Publication: Monitor Volume: 7 Issue: 42
While Press Minister Mikhail Lesin took a high profile this week both in trying to counter Western criticism of Kremlin moves against the independent media and in talking up the idea of a Russian government propaganda offensive aimed at the United States, there are reports that President Vladimir Putin is less than happy with Lesin’s performance as press minister. In specific, Putin is said to be bothered by the fact that the issue of pressure against Russia’s independent media comes up constantly during his meetings with Western leaders. He is said to feel that Lesin–who was involved in an attempt last summer to force Media-Most founder Vladimir Gusinsky into sell off his holding to its main creditor, Gazprom, the partially state-owned natural gas monopoly–has failed in carrying out the task for which his ministry created: to “consolidate the administration of state agitprop,” as one observer put it. Last year, Lesin and Alfred Kokh, head of Gazprom-Media, signed an agreement with Gusinsky which committed the embattled media magnate to sell off Media-Most to Gazprom-Media in exchange for criminal charges against him being dropped. Gusinsky later renounced the agreement, saying it had been signed “at gunpoint,” and Lesin’s role in the deal was widely criticized (see the Monitor, September 20-21, 28-29, October 2, 2000).

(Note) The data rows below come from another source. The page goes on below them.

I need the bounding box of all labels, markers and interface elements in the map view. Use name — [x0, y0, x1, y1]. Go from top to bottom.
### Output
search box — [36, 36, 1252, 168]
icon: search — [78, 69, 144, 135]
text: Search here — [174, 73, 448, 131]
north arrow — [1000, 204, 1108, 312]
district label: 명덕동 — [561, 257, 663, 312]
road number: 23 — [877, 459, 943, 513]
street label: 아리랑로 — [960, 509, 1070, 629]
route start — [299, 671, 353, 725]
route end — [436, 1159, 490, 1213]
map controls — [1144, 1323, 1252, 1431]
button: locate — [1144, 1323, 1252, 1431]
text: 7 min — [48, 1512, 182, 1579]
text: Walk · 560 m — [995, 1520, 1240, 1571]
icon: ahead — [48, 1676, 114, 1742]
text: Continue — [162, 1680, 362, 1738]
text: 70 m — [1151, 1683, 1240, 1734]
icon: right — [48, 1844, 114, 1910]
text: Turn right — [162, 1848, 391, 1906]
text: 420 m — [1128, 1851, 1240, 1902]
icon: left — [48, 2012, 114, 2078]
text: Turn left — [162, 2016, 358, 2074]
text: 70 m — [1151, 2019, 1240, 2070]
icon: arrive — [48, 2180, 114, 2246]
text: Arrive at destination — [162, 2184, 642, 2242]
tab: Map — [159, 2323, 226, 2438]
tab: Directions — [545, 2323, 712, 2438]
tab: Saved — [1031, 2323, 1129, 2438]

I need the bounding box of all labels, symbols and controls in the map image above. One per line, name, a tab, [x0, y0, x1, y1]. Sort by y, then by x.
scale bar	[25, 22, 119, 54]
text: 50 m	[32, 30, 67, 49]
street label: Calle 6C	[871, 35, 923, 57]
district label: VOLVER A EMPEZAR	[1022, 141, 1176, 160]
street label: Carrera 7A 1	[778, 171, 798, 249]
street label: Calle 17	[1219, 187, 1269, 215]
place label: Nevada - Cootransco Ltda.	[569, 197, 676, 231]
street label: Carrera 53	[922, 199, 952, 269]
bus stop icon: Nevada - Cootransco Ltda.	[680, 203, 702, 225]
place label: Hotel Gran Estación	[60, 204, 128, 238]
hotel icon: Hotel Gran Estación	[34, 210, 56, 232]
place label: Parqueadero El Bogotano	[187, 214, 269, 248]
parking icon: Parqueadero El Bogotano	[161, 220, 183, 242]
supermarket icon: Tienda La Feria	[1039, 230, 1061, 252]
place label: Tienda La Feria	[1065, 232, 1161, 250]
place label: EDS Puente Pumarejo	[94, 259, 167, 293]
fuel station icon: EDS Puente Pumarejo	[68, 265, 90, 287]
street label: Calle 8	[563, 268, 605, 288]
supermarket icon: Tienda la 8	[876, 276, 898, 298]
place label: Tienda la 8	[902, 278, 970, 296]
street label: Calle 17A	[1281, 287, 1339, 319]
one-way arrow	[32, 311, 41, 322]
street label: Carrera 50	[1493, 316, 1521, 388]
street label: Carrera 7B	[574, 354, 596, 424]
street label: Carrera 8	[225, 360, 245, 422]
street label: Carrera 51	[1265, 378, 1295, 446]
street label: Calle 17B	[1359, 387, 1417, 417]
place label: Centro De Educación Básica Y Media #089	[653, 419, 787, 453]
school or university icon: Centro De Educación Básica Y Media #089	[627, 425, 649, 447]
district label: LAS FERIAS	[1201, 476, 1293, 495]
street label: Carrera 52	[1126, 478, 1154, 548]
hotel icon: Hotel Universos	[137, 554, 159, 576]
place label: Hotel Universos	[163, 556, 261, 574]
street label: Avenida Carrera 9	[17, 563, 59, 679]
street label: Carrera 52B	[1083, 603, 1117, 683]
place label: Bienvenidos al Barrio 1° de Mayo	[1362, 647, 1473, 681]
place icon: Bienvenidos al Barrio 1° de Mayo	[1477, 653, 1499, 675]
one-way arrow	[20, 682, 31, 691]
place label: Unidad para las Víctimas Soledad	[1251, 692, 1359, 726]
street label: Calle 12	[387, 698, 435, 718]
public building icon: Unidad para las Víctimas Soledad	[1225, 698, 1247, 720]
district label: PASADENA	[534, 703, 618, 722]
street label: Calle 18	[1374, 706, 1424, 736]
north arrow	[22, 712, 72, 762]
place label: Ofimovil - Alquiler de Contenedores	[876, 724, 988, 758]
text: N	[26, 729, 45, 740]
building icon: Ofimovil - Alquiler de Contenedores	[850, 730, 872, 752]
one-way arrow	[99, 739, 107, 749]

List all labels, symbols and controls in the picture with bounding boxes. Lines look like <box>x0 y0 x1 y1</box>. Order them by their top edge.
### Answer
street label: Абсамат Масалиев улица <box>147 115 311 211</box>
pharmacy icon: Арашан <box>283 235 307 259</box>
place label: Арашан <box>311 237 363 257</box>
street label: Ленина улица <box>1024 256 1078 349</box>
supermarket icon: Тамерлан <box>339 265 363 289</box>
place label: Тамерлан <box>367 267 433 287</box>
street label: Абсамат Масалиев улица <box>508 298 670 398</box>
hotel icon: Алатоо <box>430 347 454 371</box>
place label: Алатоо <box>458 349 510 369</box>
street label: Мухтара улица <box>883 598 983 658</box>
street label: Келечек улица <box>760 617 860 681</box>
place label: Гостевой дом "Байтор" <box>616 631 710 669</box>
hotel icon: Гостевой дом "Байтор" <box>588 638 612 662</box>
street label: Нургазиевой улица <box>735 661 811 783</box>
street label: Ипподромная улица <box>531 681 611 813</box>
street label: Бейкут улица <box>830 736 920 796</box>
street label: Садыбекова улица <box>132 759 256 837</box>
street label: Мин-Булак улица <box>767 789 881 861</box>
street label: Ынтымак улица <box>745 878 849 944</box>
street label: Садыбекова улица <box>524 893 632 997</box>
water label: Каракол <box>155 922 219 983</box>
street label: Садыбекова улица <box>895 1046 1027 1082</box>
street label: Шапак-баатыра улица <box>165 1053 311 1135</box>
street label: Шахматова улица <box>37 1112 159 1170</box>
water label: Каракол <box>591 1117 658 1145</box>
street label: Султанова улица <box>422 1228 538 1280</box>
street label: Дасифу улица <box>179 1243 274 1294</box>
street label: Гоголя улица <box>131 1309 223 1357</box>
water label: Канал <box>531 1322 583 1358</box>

As a result of these controversies, the presidential administration is reportedly in the process of creating, as an alternative to the Press Ministry, a special directorate for information and propaganda. The Kremlin reportedly considered a number of possible candidates to head this new directorate–including Vitaly Ignatenko, general director of the state’s Itar-Tass news agency, Mikhail Komissar, general director of the Interfax News Agency, and Vladislav Starkov, chief editor of the weekly newspaper Argumenty i Fakty. Putin’s choice, however, according to several media reports, ultimately fell on Sergei Yastrzhembsky, the former Moscow city government official and Kremlin spokesman who is today Putin’s spokesman on the Chechen conflict. Kremlin chief of staff Aleksandr Voloshin is said to have opposed Yaztrzhembsky’s appointment both for personal reasons and because Yastrzhembsky was once associated with the team of one of the Kremlin’s strong opponents, Moscow Mayor Yury Luzhkov (Obshchaya Gazeta, March 1). Lesin, on the other hand, reportedly backed Yastrzhembsky for the post, apparently both because he feared that Yastrzhembsky would otherwise be tapped to replace him and because he wanted to let someone else deal with the controversies surrounding the state’s relations with the media (Segodnya, February 20).